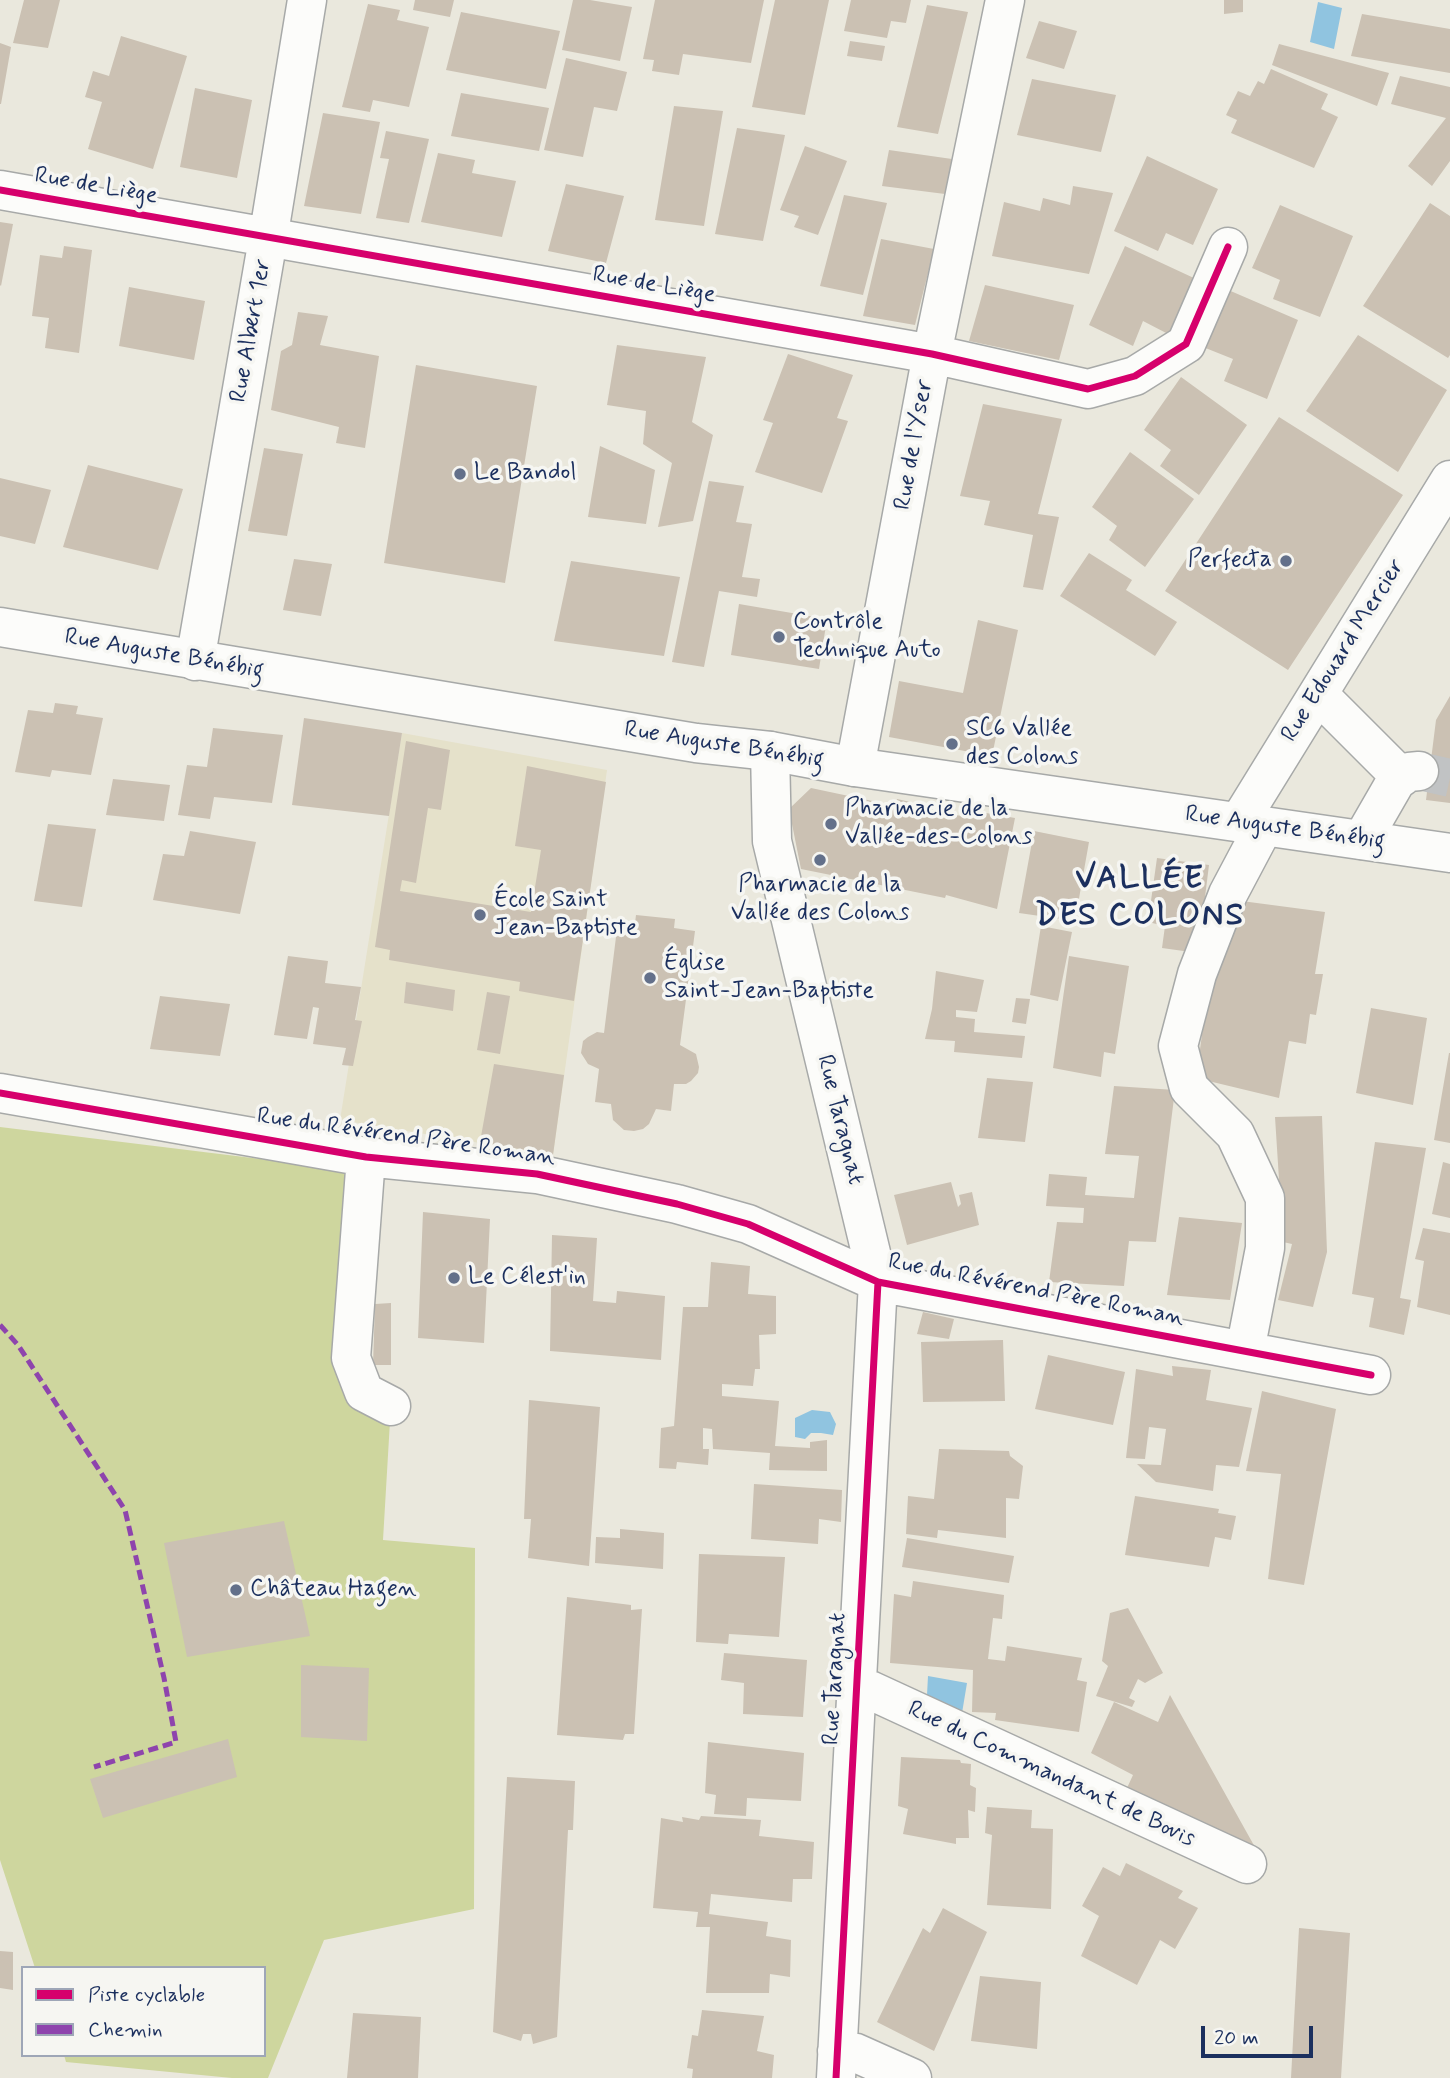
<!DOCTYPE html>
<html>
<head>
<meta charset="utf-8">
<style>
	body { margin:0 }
	#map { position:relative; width:1450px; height:2078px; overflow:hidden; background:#eae8dd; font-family:Mynerve,sans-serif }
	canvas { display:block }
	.legend { position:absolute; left:21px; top:1966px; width:245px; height:91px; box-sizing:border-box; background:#f6f6f2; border:2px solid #9ea6b7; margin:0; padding:9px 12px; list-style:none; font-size:21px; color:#1b2f5e }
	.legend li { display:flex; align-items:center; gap:14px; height:35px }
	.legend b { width:35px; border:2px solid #9ea6b7 }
	.scale { position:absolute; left:1201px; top:2026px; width:112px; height:32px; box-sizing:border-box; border:4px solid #1b2f5e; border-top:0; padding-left:9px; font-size:21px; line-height:24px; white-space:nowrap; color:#1b2f5e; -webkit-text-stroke:5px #f6f6f2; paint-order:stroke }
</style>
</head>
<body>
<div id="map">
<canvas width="1450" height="2078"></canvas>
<ul class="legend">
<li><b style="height:9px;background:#d6006c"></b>Piste cyclable</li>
<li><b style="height:9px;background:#8e44ad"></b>Chemin</li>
</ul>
<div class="scale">20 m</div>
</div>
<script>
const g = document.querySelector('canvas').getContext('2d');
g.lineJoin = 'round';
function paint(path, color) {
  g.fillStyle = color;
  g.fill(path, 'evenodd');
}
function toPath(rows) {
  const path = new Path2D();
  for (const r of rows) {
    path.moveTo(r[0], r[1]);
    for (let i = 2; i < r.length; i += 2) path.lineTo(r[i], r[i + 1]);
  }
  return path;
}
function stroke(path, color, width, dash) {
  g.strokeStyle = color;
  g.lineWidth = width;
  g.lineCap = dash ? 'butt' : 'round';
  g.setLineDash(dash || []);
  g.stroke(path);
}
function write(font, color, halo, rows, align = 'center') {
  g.font = font + ' Mynerve,sans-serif';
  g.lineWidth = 7;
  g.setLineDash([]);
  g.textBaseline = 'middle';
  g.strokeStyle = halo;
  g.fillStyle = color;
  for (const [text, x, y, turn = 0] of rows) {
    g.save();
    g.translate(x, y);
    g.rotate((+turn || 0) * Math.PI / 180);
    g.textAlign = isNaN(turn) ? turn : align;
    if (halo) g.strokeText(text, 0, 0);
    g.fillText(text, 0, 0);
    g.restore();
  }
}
const built = toPath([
	[402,733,607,770,553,1155,340,1120]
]);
const green = toPath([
	[0,1127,350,1170,339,1363,390,1421,383,1540,475,1548,474,1909,324,1940,268,2078,232,2078,66,2062,64,2055,264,2055,264,1968,35,1968,0,1860]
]);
const water = toPath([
	[1318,2,1342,8,1334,49,1310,42],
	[812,1410,830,1412,836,1424,833,1435,821,1433,811,1433,805,1439,795,1437,795,1418],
	[928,1676,967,1683,962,1713,927,1695]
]);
const building = toPath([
	[24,0,60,0,48,48,13,43],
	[415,0,454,0,450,17,413,10],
	[573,0,590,0,632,7,620,61,562,50],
	[655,0,764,0,751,63,683,54,679,75,652,71,654,60,643,59],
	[775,0,829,0,805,115,752,107],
	[851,0,911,0,906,23,891,21,887,38,844,31],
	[1224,0,1243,0,1243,12,1224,14],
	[368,4,400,10,397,20,429,27,409,107,373,100,370,112,342,107],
	[927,5,968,12,938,134,897,127],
	[461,12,560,31,546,89,446,70],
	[1362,14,1450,29,1450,73,1351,56],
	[1039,21,1077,31,1064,69,1026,58],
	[121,36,187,56,153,169,88,149,102,102,85,97,93,71,109,76],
	[850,41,885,46,882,61,847,56],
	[0,43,11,47,1,104,0,104],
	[1279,44,1389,73,1377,106,1272,65],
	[566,58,627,72,617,111,594,107,583,157,544,150],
	[1271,69,1328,94,1321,109,1338,117,1314,168,1231,133,1237,120,1226,115,1238,91,1250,96,1258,81,1264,84],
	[1400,76,1450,87,1450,161,1432,186,1408,166,1446,118,1391,104],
	[1032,79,1116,95,1101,152,1017,135],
	[195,88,252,100,237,178,180,167],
	[461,93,549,108,539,151,451,136],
	[674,106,723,111,704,226,655,220],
	[323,113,380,122,361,214,304,206],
	[737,128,785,135,763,241,715,234],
	[386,131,429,139,409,223,376,218,389,159,380,158],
	[805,146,847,161,818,235,794,227,799,216,780,210],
	[889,150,952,159,945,194,882,186],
	[438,153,475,160,472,173,516,181,502,237,421,222],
	[1147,156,1218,189,1193,245,1166,233,1158,251,1114,231],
	[566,184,624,196,606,263,548,251],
	[1073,186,1113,193,1089,274,992,256,1004,202,1040,211,1043,198,1070,205],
	[844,195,887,203,863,295,820,286],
	[1430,203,1450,216,1450,355,1448,358,1363,306],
	[1280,205,1353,236,1320,317,1273,299,1280,280,1252,268],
	[0,222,13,224,1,286,0,285],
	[881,239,934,249,915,325,863,316],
	[64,246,92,250,79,353,45,348,49,318,32,316,40,255,62,258],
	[1125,246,1196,279,1170,335,1143,321,1133,346,1089,325],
	[985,285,1074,305,1059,360,969,341],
	[129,287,205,301,194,360,119,346],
	[1226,289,1298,320,1267,399,1224,381,1233,359,1203,347],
	[298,312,328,316,320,345,379,356,365,448,336,443,339,427,271,410,281,351,292,345],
	[1358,335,1447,390,1398,472,1306,411],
	[617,345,706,357,692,422,713,435,693,521,658,527,672,463,643,444,646,411,607,405],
	[788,354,853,375,837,418,848,421,822,493,755,472,773,423,763,420],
	[416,365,537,386,505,583,384,563],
	[1181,377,1247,425,1199,495,1160,466,1171,450,1144,430],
	[983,404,1062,419,1038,514,1059,517,1043,590,1023,587,1033,535,984,525,990,501,960,496],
	[1279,417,1403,495,1288,670,1165,591],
	[600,446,655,470,646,524,588,517],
	[264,448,303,454,287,536,248,531],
	[1130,452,1194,499,1145,567,1109,540,1117,526,1092,507],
	[88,465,183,489,158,570,63,547],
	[0,478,51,490,35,544,0,536],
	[709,481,744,486,736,522,752,524,742,577,760,579,757,597,719,591,704,667,672,662],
	[1089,553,1132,580,1126,590,1177,622,1155,656,1060,596],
	[294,559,332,564,321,616,283,610],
	[571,561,680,577,664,656,554,641],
	[739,604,827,619,819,669,731,655],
	[978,620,1018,630,992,756,889,737,899,681,963,693],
	[1450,696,1450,803,1426,800,1436,720],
	[55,703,78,706,76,714,103,718,91,775,52,770,50,777,15,772,28,710,53,713],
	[304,718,402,733,389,816,292,805],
	[213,728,283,735,272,803,214,797,210,819,178,815,187,765,207,767],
	[406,741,450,750,441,810,428,808,416,883,402,880,400,891,531,912,541,850,515,846,527,766,606,782,574,1001,519,991,520,982,389,960,390,950,375,947],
	[113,779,170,785,164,821,106,815],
	[811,788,896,806,897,799,937,808,936,812,962,816,963,809,1015,818,997,909,946,895,945,898,801,869,789,809],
	[48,824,96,829,82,907,34,901],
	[190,831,256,842,240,914,153,900,163,854,184,856],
	[1034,831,1089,842,1075,921,1019,913],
	[1157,858,1209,865,1198,953,1162,948,1165,926,1148,922],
	[1234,900,1325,912,1315,974,1323,974,1316,1015,1310,1014,1306,1044,1289,1041,1279,1098,1196,1078,1213,955],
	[636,915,675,919,674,928,695,931,680,1045,696,1054,699,1067,698,1073,691,1081,686,1084,674,1084,671,1111,656,1109,649,1124,643,1129,634,1131,624,1130,613,1120,611,1104,595,1102,599,1069,588,1064,581,1053,583,1041,588,1037,597,1032,604,1033,618,921,635,923],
	[1041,926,1072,932,1058,1001,1030,995],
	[288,956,328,961,325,983,361,987,355,1020,362,1021,353,1066,342,1065,346,1048,313,1044,319,1008,313,1007,307,1039,274,1035],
	[1069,956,1129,966,1115,1054,1104,1052,1101,1077,1053,1068],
	[936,971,984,980,977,1012,956,1010,956,1017,975,1019,974,1032,1025,1036,1022,1058,954,1052,955,1041,925,1039,932,1009],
	[406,982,455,990,453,1011,404,1003],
	[487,992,510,996,500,1054,477,1050],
	[160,996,230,1004,220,1056,150,1049],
	[1016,998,1030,999,1026,1024,1012,1022],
	[1371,1008,1427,1018,1413,1105,1356,1093],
	[1449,1053,1450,1053,1450,1143,1434,1140],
	[494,1064,564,1075,553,1155,480,1142],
	[987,1078,1033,1082,1025,1142,978,1138],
	[1114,1086,1175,1090,1156,1242,1129,1241,1124,1286,1049,1282,1057,1222,1083,1223,1084,1208,1046,1206,1049,1174,1087,1177,1085,1195,1134,1198,1139,1156,1105,1154],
	[1322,1116,1327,1252,1313,1307,1278,1300,1292,1244,1283,1242,1275,1117],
	[1375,1142,1426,1148,1400,1298,1411,1300,1404,1335,1369,1327,1374,1298,1352,1294],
	[1443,1162,1450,1164,1450,1218,1432,1214],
	[951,1182,958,1207,961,1204,959,1195,972,1192,979,1225,907,1245,894,1195],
	[423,1212,490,1219,484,1343,418,1338],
	[1179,1217,1242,1223,1230,1300,1167,1295],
	[1423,1228,1450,1233,1450,1315,1417,1307,1424,1261,1415,1259],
	[552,1235,597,1238,593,1301,616,1303,617,1291,665,1296,661,1360,550,1351],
	[711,1262,750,1266,748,1294,776,1296,776,1334,759,1335,760,1369,755,1369,753,1386,722,1384,722,1396,779,1401,775,1446,810,1448,810,1442,827,1440,827,1471,769,1470,770,1453,713,1449,712,1429,703,1428,703,1449,709,1449,708,1465,677,1462,676,1469,659,1468,661,1428,674,1426,683,1307,708,1307],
	[391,1303,391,1365,373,1365,375,1304],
	[923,1312,954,1319,949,1339,917,1334],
	[1003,1340,1005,1401,923,1402,921,1342],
	[1048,1355,1125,1372,1113,1425,1035,1409],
	[1172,1366,1211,1370,1206,1400,1252,1408,1239,1467,1216,1465,1213,1491,1156,1482,1137,1464,1161,1465,1166,1429,1149,1427,1145,1459,1126,1458,1136,1369,1173,1376],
	[1262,1391,1336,1409,1304,1585,1268,1579,1281,1474,1246,1471],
	[529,1400,600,1407,589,1566,528,1558,531,1519,524,1519],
	[939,1449,1009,1451,1010,1456,1023,1466,1019,1499,1006,1498,1006,1538,938,1530,937,1538,906,1534,908,1496,934,1499],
	[754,1484,842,1490,841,1522,819,1519,818,1544,751,1539],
	[1135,1496,1219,1509,1218,1513,1236,1516,1231,1540,1215,1537,1209,1567,1125,1555],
	[284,1521,310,1636,187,1657,164,1543],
	[620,1529,664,1533,663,1569,595,1563,596,1537,620,1538],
	[907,1538,1014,1556,1009,1583,902,1567],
	[699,1554,785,1557,779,1637,729,1634,728,1644,696,1642],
	[913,1581,1004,1595,1002,1619,993,1618,988,1659,1005,1661,1007,1646,1082,1658,1077,1680,1087,1682,1079,1732,995,1720,996,1713,972,1712,973,1670,890,1663,894,1594,911,1597],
	[567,1597,631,1605,631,1610,642,1609,634,1734,625,1734,623,1740,557,1735],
	[1128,1608,1163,1673,1145,1683,1138,1679,1129,1698,1135,1701,1132,1707,1096,1696,1108,1666,1102,1661,1110,1613],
	[724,1653,807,1660,803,1717,743,1714,744,1683,721,1680],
	[301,1665,369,1668,367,1741,301,1737],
	[1170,1695,1256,1849,1127,1788,1133,1775,1091,1753,1114,1702,1158,1722],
	[228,1739,237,1777,103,1818,90,1779],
	[708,1742,804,1753,801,1801,747,1798,746,1816,714,1814,716,1795,705,1793],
	[901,1757,960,1760,961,1763,971,1764,970,1785,976,1788,975,1812,968,1810,969,1838,956,1838,956,1844,903,1834,908,1809,898,1806],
	[507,1777,575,1781,573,1830,568,1830,557,2037,533,2044,531,2034,523,2034,521,2041,493,2032],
	[987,1807,1032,1810,1031,1828,1053,1829,1051,1909,987,1905,992,1835,985,1833],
	[701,1816,761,1820,759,1836,814,1842,812,1879,793,1879,792,1902,711,1894,709,1914,768,1922,766,1936,791,1940,790,1977,770,1974,769,1993,706,1993,710,1927,696,1927,698,1912,653,1908,661,1818,683,1822,682,1817,699,1820],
	[1126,1863,1183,1891,1178,1898,1198,1908,1175,1949,1160,1940,1137,1985,1081,1956,1099,1916,1082,1906,1103,1867,1120,1876],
	[943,1908,987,1932,934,2051,877,2022,923,1928,930,1933],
	[1299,1928,1350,1933,1341,2078,1291,2078],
	[0,1951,13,1952,13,1990,0,1988],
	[980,1976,1041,1982,1037,2049,971,2041],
	[702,2010,764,2016,757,2051,774,2055,772,2078,692,2078,693,2069,687,2068,692,2035,698,2036],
	[353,2013,421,2017,418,2078,347,2078]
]);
const minorTunnel = toPath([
	[1419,771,1450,778]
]);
const minor = toPath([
	[0,190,932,354,1088,389,1135,376,1186,344,1228,247],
	[195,661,268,239,307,0],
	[1318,694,1400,776],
	[770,751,772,841,878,1282,836,2078],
	[855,767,932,354,1005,0],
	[1239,822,1450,480],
	[1362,840,1396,781,1409,772,1419,771],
	[0,1093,366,1157,537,1174,677,1204,748,1224,878,1282,1371,1375],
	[366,1157,351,1358,364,1392,391,1406],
	[1245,1351,1265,1248,1265,1198,1235,1134,1189,1088,1178,1046,1197,974,1228,894,1264,826],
	[855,1688,872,1691,1247,1864],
	[837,2051,856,2053,912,2078]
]);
const major = toPath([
	[0,627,696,743,770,751,855,767,1450,853]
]);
const quiet = toPath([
	[0,1325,18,1345,125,1510,164,1678,176,1742,94,1767]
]);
const cycleway = toPath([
	[0,190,932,354,1088,389,1135,376,1186,344,1228,247],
	[0,1093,366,1157,537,1174,677,1204,748,1224,878,1282,1371,1375],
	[836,2078,878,1282]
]);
const markers = [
	[460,474,7,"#63708a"],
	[1286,561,7,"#63708a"],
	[779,637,7,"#63708a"],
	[952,744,7,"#63708a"],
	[831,824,7,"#63708a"],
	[820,860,7,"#63708a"],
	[480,915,7,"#63708a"],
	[650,978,7,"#63708a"],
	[454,1278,7,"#63708a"],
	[236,1590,7,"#63708a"]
];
const streetNames = [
	["Rue de Liège",96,187,10],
	["Rue de Liège",654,286,10],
	["Rue Albert 1er",252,331,-80],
	["Rue de l'Yser",915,445,-80],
	["Rue Edouard Mercier",1344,651,-58],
	["Rue Auguste Bénébig",164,655,10],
	["Rue Auguste Bénébig",724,746,9],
	["Rue Auguste Bénébig",1285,829,8],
	["Rue Taragnat",839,1120,76],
	["Rue du Révérend Père Roman",406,1138,8],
	["Rue du Révérend Père Roman",1036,1291,11],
	["Rue Taragnat",836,1679,-87],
	["Rue du Commandant de Bovis",1051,1775,25]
];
const poiNames = [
	["Le Bandol",474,474],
	["Perfecta",1272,561,"right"],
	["Contrôle",793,623],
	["Technique Auto",793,651],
	["SC6 Vallée",966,730],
	["des Colons",966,758],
	["Pharmacie de la",845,810],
	["Vallée-des-Colons",845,838],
	["Pharmacie de la",820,886,"center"],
	["Vallée des Colons",820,914,"center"],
	["École Saint",494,901],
	["Jean-Baptiste",494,929],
	["Église",664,964],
	["Saint-Jean-Baptiste",664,992],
	["Le Célest'in",468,1278],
	["Château Hagen",250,1590]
];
const districtNames = [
	["VALLÉE",1140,880],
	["DES COLONS",1140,917]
];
paint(built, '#e5e1ca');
paint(green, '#ced69e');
paint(water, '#90c4e0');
paint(building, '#cbc1b3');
stroke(minorTunnel, '#c1c3c4', 38, [38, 19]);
stroke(minor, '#a7a9a8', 41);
stroke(major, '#a7a9a8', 41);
stroke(minor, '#fcfcfa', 38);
stroke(major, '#fcfcfa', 38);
stroke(quiet, '#8e44ad', 5, [10, 5]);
stroke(cycleway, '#d6006c', 7);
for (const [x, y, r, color] of markers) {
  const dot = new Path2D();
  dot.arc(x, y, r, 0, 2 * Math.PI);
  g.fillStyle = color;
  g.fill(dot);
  stroke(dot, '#f6f6f2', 2.5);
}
write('24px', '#1b2f5e', '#f6f6f2', streetNames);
write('24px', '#1b2f5e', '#f6f6f2', poiNames, 'left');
g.letterSpacing = '2px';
write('bold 32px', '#1b2f5e', '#f6f6f2', districtNames);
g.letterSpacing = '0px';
</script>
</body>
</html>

----------

All that belongs in your answer is the stretch of entries above from the line with "path.moveTo(r[0], r[1]);" through the line with "function write(font, color, halo, rows, align", printed exactly.

    path.moveTo(r[0], r[1]);
    for (let i = 2; i < r.length; i += 2) path.lineTo(r[i], r[i + 1]);
  }
  return path;
}
function stroke(path, color, width, dash) {
  g.strokeStyle = color;
  g.lineWidth = width;
  g.lineCap = dash ? 'butt' : 'round';
  g.setLineDash(dash || []);
  g.stroke(path);
}
function write(font, color, halo, rows, align = 'center') {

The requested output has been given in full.